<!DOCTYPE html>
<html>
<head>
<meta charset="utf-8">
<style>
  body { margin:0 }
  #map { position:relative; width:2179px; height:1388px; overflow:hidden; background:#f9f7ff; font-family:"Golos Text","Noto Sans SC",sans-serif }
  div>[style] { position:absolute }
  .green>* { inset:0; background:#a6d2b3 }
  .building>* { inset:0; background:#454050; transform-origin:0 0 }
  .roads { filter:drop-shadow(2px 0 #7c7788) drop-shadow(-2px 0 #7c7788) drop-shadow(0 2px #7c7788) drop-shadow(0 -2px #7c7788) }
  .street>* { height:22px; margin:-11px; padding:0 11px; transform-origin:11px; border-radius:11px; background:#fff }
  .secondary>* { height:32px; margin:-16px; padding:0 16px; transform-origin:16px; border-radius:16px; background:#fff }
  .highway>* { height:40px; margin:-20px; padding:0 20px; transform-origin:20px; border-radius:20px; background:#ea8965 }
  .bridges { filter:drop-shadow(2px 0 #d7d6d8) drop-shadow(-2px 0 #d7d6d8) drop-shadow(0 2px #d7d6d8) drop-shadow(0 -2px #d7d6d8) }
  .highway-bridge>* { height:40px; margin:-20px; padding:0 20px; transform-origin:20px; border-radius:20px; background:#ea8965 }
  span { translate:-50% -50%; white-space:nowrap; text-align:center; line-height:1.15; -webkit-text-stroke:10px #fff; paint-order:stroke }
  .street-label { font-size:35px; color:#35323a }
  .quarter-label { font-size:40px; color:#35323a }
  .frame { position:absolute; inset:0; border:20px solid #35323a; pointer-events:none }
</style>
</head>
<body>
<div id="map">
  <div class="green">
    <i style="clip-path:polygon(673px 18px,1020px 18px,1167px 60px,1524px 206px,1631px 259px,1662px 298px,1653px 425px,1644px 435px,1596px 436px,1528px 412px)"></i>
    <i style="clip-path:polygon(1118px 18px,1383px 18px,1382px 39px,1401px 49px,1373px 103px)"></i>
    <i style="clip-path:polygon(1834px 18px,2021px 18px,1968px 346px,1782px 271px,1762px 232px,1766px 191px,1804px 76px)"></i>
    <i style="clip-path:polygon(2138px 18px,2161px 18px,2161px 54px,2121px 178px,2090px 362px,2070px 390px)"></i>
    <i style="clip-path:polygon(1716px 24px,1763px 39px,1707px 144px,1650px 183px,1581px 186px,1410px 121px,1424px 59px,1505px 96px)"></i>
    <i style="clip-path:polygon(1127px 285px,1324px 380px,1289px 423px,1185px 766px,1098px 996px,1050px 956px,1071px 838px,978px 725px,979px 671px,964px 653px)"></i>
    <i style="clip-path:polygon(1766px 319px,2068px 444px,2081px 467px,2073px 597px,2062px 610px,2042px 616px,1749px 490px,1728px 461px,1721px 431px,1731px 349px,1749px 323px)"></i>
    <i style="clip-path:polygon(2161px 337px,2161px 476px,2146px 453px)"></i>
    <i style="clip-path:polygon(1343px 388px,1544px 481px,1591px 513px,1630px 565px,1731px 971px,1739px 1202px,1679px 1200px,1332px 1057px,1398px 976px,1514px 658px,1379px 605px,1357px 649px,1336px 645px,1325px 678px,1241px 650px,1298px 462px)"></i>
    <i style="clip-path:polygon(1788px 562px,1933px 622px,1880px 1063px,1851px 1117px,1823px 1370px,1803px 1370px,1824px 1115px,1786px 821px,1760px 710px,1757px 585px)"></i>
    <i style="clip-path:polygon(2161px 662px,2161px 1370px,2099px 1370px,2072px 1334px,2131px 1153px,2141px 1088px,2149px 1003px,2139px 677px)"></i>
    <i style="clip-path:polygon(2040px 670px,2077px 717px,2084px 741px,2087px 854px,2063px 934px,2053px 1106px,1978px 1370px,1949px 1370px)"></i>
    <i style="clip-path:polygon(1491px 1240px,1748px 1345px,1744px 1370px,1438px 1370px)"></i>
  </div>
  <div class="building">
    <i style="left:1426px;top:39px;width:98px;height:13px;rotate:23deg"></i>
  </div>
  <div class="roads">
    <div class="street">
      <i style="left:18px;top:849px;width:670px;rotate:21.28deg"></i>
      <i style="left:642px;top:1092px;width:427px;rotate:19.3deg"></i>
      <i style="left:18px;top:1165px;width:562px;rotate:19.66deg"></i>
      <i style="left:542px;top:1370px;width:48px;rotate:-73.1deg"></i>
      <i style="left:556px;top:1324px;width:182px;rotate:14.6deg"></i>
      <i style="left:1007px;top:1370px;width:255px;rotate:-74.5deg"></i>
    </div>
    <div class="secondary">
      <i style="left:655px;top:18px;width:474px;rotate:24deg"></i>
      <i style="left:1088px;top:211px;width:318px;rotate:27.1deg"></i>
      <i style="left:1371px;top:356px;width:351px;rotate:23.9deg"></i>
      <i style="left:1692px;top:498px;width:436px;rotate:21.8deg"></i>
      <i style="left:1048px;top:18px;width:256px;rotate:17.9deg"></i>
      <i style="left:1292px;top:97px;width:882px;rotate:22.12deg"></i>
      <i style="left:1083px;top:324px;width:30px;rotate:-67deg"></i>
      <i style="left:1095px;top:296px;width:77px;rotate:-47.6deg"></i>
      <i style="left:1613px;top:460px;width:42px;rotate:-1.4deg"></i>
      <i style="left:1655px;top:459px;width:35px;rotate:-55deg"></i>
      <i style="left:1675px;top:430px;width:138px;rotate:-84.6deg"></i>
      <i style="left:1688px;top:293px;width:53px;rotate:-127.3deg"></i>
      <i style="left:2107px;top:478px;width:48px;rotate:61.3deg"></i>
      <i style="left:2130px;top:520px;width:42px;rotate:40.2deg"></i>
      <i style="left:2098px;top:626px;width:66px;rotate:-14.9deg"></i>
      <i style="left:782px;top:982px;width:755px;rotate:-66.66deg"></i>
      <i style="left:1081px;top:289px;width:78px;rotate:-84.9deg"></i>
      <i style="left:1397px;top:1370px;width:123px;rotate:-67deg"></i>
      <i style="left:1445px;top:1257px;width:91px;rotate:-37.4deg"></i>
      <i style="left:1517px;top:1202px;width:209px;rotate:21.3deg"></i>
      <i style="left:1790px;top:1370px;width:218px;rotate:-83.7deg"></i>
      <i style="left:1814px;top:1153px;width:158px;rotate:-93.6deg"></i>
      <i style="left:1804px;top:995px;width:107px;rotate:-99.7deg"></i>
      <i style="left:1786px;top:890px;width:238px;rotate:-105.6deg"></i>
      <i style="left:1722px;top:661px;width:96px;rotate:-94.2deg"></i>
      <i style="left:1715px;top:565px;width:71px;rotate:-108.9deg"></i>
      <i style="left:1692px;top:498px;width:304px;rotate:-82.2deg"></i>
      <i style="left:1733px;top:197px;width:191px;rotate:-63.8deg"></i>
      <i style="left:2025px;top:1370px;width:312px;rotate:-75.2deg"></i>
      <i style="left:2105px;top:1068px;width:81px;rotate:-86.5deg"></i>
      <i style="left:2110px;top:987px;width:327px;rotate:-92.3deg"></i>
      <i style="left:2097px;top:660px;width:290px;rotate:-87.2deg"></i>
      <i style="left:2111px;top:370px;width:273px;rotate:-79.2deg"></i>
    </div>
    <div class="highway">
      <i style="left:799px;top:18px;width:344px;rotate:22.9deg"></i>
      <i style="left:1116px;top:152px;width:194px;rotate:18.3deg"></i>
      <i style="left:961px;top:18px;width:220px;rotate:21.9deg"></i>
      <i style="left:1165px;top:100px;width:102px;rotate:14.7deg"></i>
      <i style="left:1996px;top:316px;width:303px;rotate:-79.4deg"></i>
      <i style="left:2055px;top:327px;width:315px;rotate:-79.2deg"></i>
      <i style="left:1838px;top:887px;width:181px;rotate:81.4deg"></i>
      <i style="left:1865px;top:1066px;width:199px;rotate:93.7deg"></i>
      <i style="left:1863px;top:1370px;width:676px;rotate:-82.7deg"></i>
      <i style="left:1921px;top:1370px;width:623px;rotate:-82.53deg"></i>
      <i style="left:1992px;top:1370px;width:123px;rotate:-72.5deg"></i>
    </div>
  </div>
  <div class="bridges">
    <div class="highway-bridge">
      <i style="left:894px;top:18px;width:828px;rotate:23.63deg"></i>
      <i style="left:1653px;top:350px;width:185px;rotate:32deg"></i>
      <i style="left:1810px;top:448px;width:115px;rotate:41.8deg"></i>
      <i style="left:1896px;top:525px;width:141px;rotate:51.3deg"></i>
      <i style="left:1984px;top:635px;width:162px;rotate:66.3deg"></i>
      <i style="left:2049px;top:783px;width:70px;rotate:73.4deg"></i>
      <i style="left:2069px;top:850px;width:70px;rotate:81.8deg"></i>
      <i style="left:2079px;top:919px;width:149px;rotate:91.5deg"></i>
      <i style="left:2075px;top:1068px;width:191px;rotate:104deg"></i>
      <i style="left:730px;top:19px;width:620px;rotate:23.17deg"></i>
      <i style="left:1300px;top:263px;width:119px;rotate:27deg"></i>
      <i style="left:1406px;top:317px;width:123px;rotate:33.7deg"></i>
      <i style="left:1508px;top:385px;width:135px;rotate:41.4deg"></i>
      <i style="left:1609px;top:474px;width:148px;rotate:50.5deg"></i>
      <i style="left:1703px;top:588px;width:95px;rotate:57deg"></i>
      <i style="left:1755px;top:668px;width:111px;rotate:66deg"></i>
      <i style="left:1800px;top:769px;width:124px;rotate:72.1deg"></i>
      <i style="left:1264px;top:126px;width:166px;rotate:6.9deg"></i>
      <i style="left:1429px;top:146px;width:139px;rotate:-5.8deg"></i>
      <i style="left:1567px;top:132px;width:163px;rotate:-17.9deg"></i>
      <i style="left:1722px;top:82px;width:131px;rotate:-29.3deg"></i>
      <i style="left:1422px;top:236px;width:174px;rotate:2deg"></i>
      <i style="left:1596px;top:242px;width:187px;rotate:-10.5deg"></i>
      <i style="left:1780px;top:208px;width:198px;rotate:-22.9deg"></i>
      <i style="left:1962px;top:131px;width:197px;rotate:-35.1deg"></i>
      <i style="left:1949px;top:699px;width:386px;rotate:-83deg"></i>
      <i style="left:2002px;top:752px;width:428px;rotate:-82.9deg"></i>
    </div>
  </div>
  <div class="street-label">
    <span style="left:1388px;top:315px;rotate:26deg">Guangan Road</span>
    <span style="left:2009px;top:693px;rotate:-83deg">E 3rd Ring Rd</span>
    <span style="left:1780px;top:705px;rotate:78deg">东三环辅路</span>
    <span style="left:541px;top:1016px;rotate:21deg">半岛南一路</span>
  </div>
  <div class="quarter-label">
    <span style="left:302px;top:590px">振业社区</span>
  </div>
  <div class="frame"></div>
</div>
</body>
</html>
--------------------------------
Could you copy each line in the listing above that includes the word "transform"?

◆ Task output ◆
  .building>* { inset:0; background:#454050; transform-origin:0 0 }
  .street>* { height:22px; margin:-11px; padding:0 11px; transform-origin:11px; border-radius:11px; background:#fff }
  .secondary>* { height:32px; margin:-16px; padding:0 16px; transform-origin:16px; border-radius:16px; background:#fff }
  .highway>* { height:40px; margin:-20px; padding:0 20px; transform-origin:20px; border-radius:20px; background:#ea8965 }
  .highway-bridge>* { height:40px; margin:-20px; padding:0 20px; transform-origin:20px; border-radius:20px; background:#ea8965 }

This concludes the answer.